**Your objective**
Gather each line of the records where "mark" appears.

**Extracted information**
———
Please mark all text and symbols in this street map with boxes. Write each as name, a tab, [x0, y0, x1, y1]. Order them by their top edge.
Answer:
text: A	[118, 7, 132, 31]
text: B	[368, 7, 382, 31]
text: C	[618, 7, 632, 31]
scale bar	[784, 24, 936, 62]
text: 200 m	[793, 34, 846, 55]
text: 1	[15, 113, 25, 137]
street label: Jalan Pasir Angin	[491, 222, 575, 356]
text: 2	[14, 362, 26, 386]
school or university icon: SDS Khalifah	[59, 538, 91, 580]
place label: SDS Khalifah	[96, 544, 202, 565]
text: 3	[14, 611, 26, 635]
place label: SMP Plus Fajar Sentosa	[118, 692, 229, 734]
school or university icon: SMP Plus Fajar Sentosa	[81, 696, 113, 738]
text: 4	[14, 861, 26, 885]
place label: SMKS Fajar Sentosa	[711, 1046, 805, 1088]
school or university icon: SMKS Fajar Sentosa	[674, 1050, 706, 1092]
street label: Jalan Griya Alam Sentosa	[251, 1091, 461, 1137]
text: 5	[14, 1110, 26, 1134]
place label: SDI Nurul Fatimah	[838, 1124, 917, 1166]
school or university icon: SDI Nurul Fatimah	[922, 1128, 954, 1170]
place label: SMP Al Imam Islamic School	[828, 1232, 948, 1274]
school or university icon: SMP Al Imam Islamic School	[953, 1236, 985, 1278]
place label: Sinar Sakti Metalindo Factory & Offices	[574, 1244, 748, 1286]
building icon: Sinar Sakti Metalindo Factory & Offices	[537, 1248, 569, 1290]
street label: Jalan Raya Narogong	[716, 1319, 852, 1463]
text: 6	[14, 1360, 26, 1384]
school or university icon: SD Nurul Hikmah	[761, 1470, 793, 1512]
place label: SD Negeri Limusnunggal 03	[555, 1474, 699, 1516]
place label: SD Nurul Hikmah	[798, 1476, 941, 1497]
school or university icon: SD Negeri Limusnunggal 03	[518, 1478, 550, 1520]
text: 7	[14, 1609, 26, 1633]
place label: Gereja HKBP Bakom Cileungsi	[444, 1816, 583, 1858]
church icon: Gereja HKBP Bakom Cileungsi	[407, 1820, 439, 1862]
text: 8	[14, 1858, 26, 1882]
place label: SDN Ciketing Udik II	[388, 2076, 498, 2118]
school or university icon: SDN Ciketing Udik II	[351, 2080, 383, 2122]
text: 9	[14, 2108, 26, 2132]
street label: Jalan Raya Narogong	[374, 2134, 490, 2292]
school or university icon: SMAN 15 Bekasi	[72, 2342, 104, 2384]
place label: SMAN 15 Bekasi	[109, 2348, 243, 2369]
———
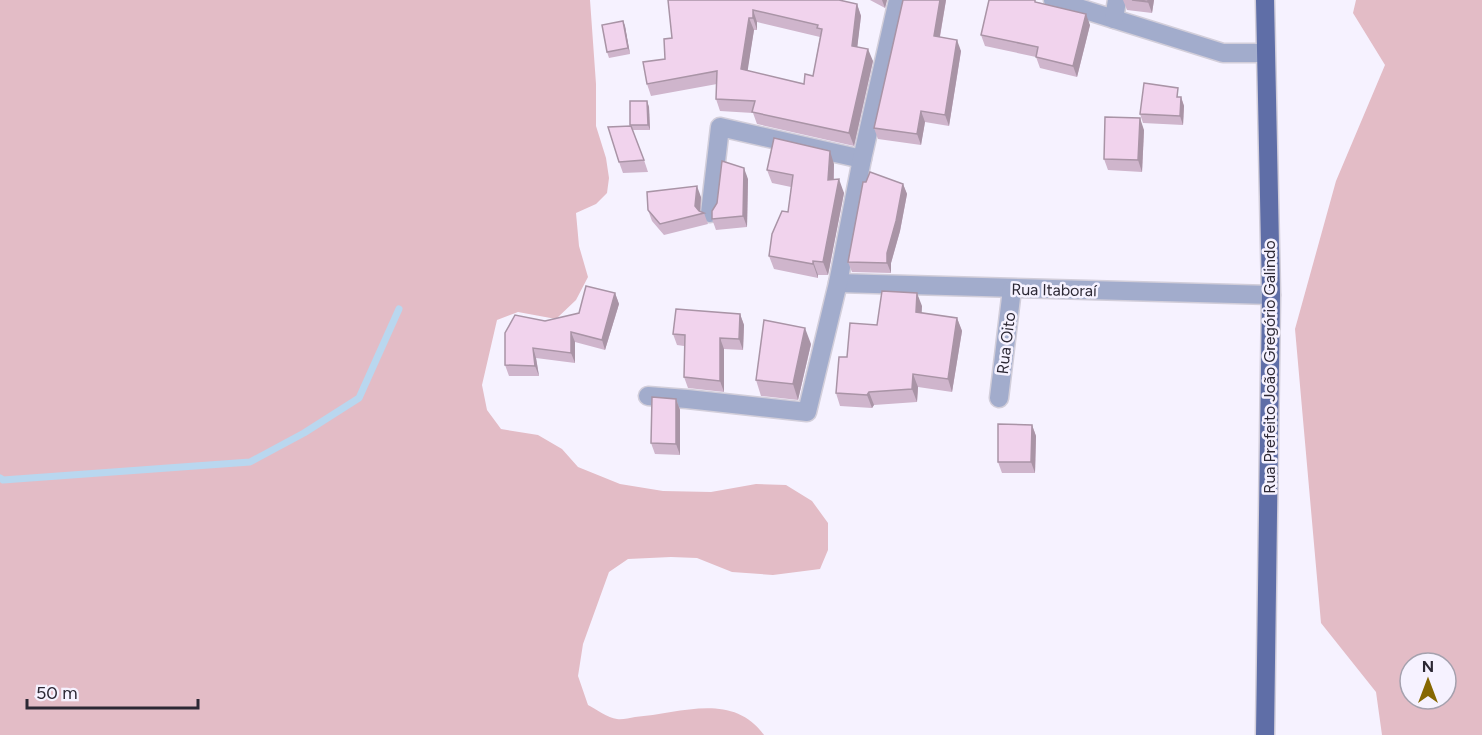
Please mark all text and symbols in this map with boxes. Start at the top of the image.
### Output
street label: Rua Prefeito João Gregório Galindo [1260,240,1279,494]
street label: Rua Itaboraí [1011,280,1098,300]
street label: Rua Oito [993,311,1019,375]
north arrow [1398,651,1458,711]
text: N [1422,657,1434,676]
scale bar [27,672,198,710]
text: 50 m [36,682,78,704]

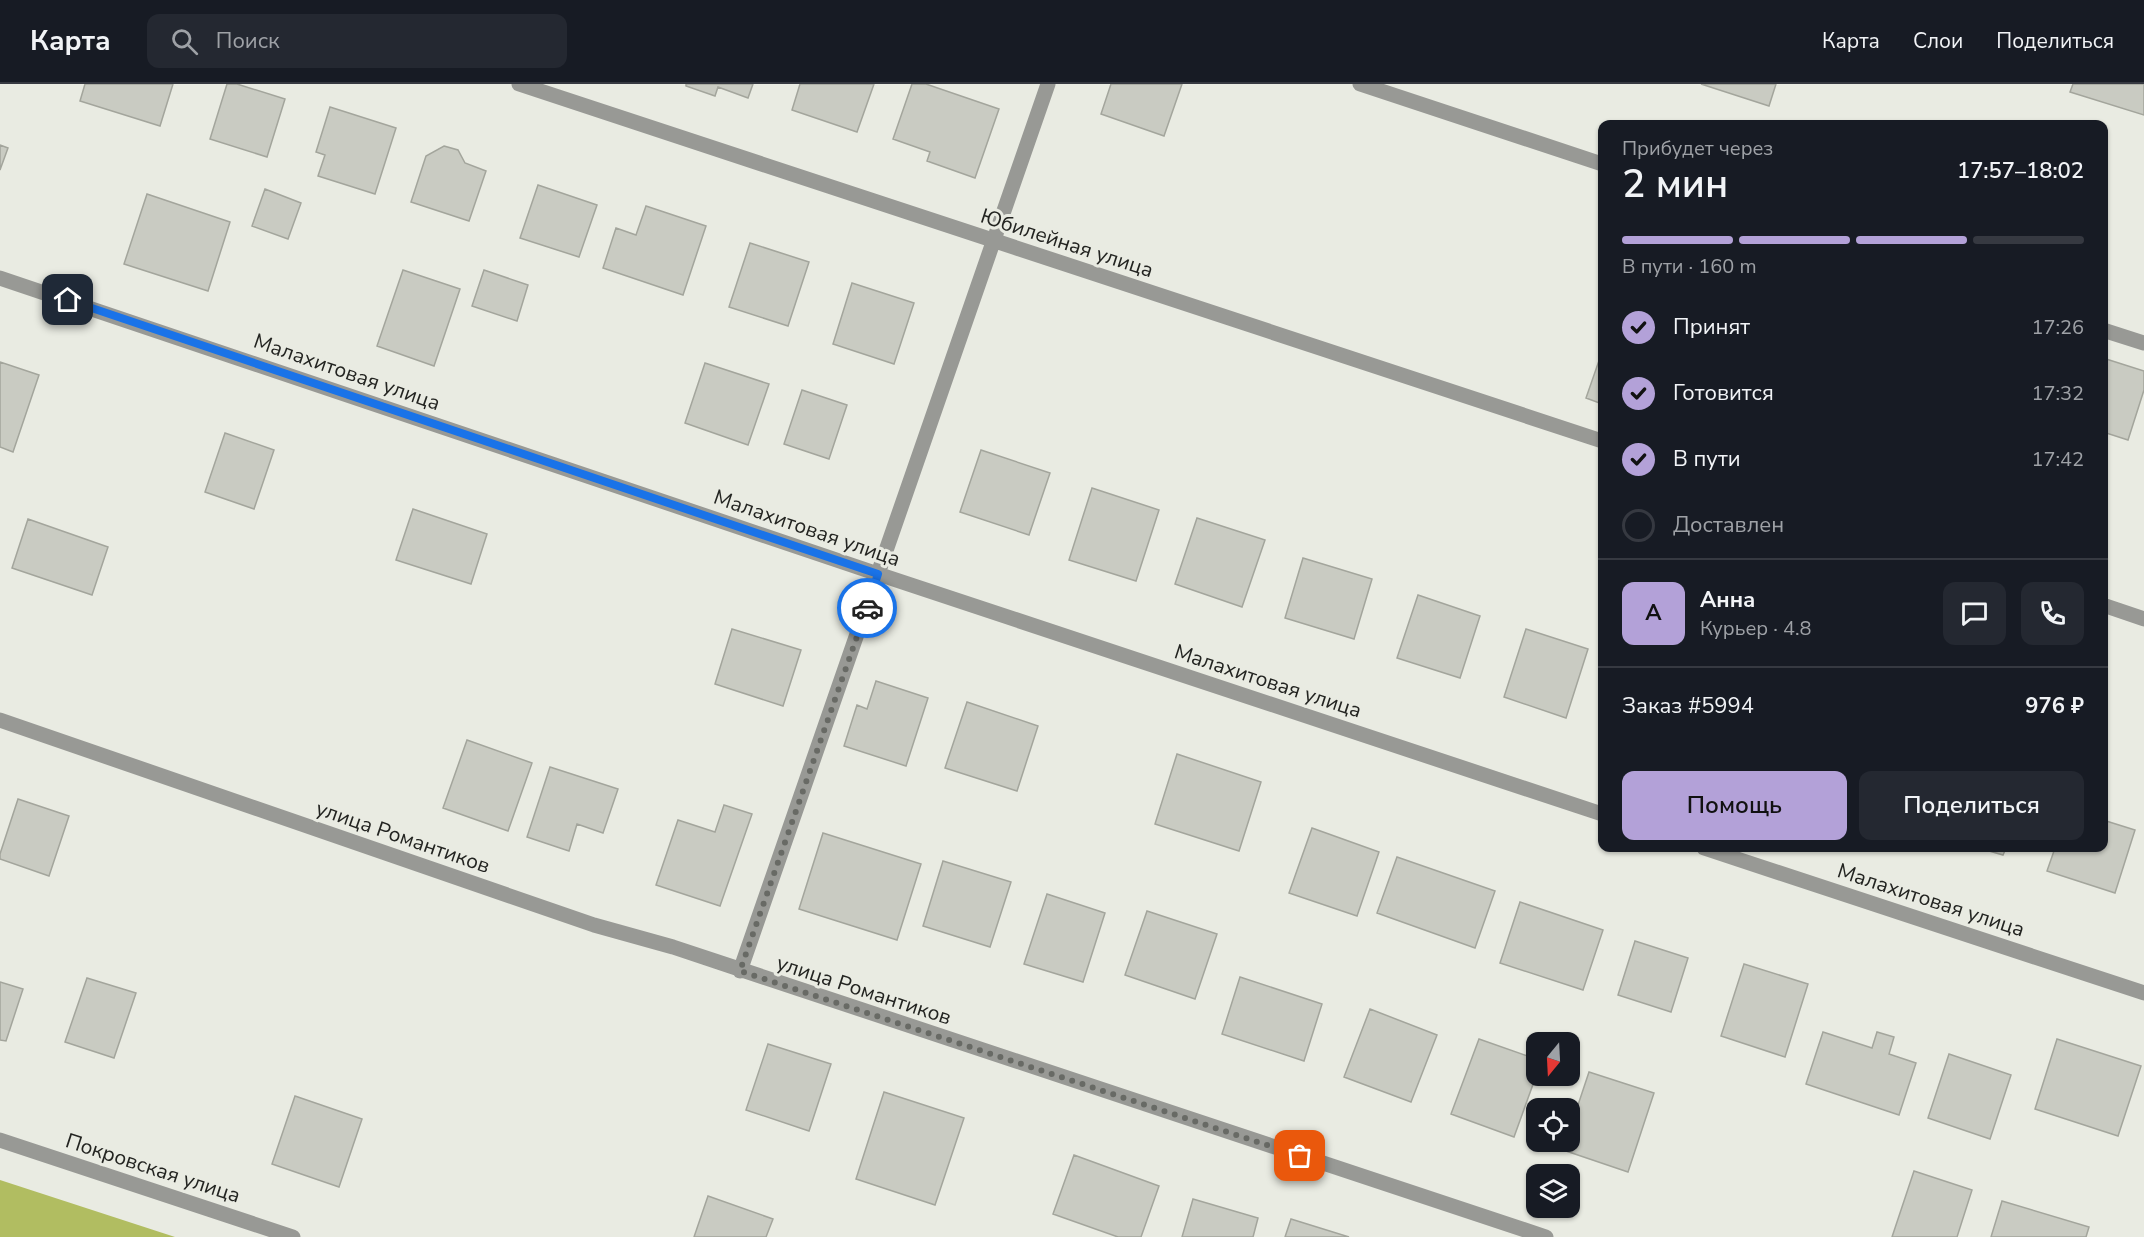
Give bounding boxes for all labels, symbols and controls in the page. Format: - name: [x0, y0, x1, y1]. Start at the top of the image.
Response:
———
**Task solution**
Please mark all text and symbols in this street map with boxes. Write each as name, a tab, [x0, y0, x1, y1]. Order them by their top edge.
Please mark all text and symbols in this map with boxes. Start at the top of the image.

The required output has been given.